Rotation,start at number 1 and go through everything and keep going till done. Now if your seasonal there is no worry plow till it stops and don't worry about triggers.


----------



## Antlerart06 (Feb 28, 2011)

Well 2'' trigger means you start plowing at 2'' and every 2'' or more plow again till the storm is over 
Charging depends what type of contract you have 

lots that has 2'' trigger I price them at 2'' 
So lets say its a storm of 6'' and First visit I get there and 3'' I plow it Come back plow the other 3'' When I bill I charge for 6'' So 2'' price x 3

Then lots has no triggers it every visit 

So depends what type contract you have .


----------



## b16bri (Sep 24, 2013)

Great I appreciate it Keep them coming guys. So what do you guys prefer when talking about billing do you prefer triggers or charging per visit or per push for resi and small commercial what's better ?


----------



## Antlerart06 (Feb 28, 2011)

b16bri;1958530 said:


> Great I appreciate it Keep them coming guys. So what do you guys prefer when talking about billing do you prefer triggers or charging per visit or per push for resi and small commercial what's better ?

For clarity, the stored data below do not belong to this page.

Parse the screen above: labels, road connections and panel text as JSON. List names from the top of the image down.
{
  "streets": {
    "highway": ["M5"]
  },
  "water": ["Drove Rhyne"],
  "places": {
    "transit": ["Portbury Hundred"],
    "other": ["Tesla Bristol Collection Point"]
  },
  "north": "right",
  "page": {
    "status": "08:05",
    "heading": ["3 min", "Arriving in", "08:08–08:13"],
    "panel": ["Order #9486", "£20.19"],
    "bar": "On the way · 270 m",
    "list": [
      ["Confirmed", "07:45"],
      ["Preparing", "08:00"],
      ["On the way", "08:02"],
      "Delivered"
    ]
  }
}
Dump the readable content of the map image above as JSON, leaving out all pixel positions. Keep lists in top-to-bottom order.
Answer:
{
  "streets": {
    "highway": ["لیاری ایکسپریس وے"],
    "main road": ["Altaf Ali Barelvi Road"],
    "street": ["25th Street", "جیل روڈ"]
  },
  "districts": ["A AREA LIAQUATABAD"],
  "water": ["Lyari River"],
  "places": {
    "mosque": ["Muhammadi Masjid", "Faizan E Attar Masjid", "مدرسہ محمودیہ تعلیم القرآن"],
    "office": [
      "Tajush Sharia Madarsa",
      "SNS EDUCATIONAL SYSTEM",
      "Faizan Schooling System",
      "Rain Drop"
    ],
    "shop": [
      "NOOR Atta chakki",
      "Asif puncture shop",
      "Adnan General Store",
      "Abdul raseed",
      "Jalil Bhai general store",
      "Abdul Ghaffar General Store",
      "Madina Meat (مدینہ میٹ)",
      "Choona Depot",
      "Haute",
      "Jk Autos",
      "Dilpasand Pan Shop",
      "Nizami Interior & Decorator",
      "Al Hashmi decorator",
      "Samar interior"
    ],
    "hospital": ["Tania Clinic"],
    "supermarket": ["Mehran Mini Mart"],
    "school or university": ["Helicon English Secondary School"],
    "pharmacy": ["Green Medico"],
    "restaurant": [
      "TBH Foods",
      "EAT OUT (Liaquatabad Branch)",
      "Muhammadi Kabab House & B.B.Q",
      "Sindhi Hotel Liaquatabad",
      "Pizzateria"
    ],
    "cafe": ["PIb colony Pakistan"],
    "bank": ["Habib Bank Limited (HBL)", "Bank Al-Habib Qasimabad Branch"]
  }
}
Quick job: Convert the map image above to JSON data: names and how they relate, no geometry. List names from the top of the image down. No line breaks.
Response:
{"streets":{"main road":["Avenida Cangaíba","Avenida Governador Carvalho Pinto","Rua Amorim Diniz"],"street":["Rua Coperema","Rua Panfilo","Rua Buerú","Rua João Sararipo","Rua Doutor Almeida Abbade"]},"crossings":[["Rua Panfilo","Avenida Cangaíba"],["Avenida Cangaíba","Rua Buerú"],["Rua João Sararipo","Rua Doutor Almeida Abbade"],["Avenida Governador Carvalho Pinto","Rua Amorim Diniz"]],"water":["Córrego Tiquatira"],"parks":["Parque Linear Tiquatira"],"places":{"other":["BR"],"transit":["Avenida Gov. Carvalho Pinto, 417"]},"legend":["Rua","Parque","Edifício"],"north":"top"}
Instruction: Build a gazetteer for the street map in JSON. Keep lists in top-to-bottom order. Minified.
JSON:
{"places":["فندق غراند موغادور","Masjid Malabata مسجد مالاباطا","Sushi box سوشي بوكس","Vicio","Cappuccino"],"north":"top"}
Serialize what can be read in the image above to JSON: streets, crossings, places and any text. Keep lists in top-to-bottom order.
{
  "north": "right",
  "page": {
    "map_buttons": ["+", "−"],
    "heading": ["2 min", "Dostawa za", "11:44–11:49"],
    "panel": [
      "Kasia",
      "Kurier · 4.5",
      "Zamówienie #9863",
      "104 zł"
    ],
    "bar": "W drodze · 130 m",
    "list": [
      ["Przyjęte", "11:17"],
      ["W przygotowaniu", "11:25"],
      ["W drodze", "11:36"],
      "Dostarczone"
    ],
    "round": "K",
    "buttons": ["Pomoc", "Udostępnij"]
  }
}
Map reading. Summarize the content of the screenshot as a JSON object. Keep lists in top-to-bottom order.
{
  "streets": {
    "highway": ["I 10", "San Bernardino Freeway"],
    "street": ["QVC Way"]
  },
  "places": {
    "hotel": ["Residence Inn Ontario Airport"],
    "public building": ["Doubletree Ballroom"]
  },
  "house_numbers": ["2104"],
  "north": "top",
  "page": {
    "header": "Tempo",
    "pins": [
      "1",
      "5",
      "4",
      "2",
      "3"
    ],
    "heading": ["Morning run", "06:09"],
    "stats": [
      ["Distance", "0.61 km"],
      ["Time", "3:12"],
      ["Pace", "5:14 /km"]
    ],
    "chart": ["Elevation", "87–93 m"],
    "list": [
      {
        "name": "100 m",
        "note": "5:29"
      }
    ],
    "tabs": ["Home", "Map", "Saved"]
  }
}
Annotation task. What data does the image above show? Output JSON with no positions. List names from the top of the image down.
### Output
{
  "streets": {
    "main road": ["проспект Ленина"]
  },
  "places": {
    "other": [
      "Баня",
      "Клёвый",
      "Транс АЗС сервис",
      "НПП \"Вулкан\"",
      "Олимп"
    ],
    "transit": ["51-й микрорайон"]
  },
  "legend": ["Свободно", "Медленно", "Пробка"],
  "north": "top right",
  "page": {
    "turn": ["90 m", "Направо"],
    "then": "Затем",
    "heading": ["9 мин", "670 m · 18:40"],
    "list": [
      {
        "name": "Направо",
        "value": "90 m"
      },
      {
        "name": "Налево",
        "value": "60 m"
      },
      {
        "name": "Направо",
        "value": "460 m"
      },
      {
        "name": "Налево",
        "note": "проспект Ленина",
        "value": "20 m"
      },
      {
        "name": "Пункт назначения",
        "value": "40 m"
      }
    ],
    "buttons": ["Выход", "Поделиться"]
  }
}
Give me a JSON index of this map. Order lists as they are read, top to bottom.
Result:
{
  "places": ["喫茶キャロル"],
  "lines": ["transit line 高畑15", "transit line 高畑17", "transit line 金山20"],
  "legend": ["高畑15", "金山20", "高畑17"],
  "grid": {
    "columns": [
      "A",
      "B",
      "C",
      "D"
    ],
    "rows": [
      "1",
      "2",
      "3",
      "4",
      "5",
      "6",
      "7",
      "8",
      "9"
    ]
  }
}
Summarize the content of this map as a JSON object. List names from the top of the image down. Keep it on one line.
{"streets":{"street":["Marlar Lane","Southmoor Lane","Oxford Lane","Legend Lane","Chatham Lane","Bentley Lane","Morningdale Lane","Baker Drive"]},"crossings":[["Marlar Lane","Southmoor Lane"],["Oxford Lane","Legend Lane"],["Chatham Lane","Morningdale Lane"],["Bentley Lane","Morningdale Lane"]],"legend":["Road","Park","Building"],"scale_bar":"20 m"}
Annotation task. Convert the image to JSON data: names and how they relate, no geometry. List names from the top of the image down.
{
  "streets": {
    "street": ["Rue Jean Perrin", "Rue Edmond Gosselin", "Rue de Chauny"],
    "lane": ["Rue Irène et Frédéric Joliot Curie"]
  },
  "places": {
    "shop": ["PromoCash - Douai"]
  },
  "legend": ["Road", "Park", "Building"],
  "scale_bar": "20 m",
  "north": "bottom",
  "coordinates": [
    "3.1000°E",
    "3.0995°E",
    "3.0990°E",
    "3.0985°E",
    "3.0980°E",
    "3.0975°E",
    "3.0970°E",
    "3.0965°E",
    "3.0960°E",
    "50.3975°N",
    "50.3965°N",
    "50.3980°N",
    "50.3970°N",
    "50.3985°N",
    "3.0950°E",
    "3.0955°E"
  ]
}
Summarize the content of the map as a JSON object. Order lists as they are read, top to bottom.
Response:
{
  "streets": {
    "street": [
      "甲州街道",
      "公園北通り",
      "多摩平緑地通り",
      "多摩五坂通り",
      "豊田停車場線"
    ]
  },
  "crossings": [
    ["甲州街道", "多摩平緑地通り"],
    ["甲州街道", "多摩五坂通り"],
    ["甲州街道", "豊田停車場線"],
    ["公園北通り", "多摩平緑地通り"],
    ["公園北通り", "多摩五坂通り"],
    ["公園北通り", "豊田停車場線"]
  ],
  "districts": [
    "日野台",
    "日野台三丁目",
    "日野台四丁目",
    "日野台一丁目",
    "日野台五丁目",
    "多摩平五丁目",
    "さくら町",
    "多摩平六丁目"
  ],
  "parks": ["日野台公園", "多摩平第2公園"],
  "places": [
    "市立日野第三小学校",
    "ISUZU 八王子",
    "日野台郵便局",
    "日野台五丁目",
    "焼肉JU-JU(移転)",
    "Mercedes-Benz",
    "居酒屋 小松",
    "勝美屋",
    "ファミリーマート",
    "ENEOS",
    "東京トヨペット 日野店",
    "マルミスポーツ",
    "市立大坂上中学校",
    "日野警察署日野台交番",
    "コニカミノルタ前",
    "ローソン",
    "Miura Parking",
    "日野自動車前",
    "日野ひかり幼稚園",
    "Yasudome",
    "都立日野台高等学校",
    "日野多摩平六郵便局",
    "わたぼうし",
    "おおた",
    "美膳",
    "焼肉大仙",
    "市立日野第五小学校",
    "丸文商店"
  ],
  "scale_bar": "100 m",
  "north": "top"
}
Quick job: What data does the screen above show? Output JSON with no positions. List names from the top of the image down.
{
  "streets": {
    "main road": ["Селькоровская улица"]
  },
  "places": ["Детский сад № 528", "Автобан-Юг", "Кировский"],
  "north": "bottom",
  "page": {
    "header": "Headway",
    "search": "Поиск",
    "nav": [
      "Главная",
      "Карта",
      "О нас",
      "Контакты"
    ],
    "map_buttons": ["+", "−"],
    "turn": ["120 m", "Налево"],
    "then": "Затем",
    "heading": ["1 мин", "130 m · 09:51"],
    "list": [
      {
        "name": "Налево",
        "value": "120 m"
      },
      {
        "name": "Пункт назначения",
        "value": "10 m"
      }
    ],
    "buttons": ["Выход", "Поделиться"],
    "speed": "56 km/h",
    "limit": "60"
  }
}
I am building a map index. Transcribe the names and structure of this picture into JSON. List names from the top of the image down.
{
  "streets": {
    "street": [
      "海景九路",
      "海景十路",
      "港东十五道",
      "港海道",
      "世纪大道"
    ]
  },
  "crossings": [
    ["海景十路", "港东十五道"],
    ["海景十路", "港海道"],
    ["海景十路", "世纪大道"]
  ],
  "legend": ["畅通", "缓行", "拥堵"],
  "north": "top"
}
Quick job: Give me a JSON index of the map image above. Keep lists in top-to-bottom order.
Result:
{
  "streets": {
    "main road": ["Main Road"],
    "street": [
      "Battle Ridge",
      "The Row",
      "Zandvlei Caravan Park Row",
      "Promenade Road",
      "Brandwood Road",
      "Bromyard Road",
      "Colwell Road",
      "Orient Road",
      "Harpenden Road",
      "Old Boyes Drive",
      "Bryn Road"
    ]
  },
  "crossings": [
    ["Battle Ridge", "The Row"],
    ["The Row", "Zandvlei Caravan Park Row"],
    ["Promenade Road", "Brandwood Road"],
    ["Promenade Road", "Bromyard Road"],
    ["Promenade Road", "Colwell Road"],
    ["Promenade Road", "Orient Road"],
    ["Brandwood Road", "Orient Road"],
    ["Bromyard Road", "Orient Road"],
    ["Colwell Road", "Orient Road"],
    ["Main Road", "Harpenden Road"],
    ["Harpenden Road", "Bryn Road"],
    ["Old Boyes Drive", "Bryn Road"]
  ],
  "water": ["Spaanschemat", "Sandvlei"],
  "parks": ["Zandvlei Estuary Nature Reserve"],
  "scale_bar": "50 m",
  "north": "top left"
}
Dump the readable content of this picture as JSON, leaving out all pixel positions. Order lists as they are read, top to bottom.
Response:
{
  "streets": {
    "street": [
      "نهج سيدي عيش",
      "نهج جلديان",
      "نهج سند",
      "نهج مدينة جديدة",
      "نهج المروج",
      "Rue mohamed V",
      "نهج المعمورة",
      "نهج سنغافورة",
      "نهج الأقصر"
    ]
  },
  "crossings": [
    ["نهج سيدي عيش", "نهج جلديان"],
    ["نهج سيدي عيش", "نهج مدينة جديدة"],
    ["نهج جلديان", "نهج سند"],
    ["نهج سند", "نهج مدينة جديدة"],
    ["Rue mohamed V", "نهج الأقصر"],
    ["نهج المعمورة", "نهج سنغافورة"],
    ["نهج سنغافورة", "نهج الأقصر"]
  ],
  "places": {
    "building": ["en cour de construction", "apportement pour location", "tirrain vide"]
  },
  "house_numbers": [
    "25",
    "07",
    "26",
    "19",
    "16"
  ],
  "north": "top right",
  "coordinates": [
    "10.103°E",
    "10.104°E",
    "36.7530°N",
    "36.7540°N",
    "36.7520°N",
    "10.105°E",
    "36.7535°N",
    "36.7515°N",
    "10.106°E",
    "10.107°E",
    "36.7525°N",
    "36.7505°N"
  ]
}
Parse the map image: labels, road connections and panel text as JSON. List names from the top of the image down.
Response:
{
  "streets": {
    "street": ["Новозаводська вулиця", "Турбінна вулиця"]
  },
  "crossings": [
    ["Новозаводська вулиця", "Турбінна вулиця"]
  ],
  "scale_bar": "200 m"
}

Res I price at every 4'' with a 1 '' trigger starting point

On Com. I like per visit easy to keep track more money to be made. Since you plow during the storm bad part is, might be long day or night till you go home. 
I have one seasonal and this being a dry year for me, I'm liking it.
Last year wasn't much profit.


----------



## b16bri (Sep 24, 2013)

I'm sorry I'm a little confused how does that work exactly you start plowing at 1 inch but charge for 4 inches ? Does this mean you charge them for 4 inches regardless if you plow 2 or 6 Inches. Do you charge more if it's over a certain number of inches let's say you get a 20 inch blizzard storm how do you handle this ?


----------



## Antlerart06 (Feb 28, 2011)

b16bri;1958560 said:


> I'm sorry I'm a little confused how does that work exactly you start plowing at 1 inch but charge for 4 inches ? Does this mean you charge them for 4 inches regardless if you plow 2 or 6 Inches. Do you charge more if it's over a certain number of inches let's say you get a 20 inch blizzard storm how do you handle this ?


Starting point is 1'' 
Price up to 4'' so every 4'' I charge the price. 
So if I wait till the storm is over say its 8'' storm So I charge x2.
If its a 6'' storm I still charge x2. but 5'' storm it fall in the 4'' price so it 1 price.

Same storm I visit them at 6am and there is 5'' and come back after storm over to clean the other 3'' its still 8'' I charge x2 on the 4'' price.

So its a light storm I only get 1.5'' I charge same price the 4'' price. 
Anything under the 1'' the home owners will shovel there own drive or they will call tell come clean it and then its still same price.

20'' storm x5 price doesn't change $$ for every 4''.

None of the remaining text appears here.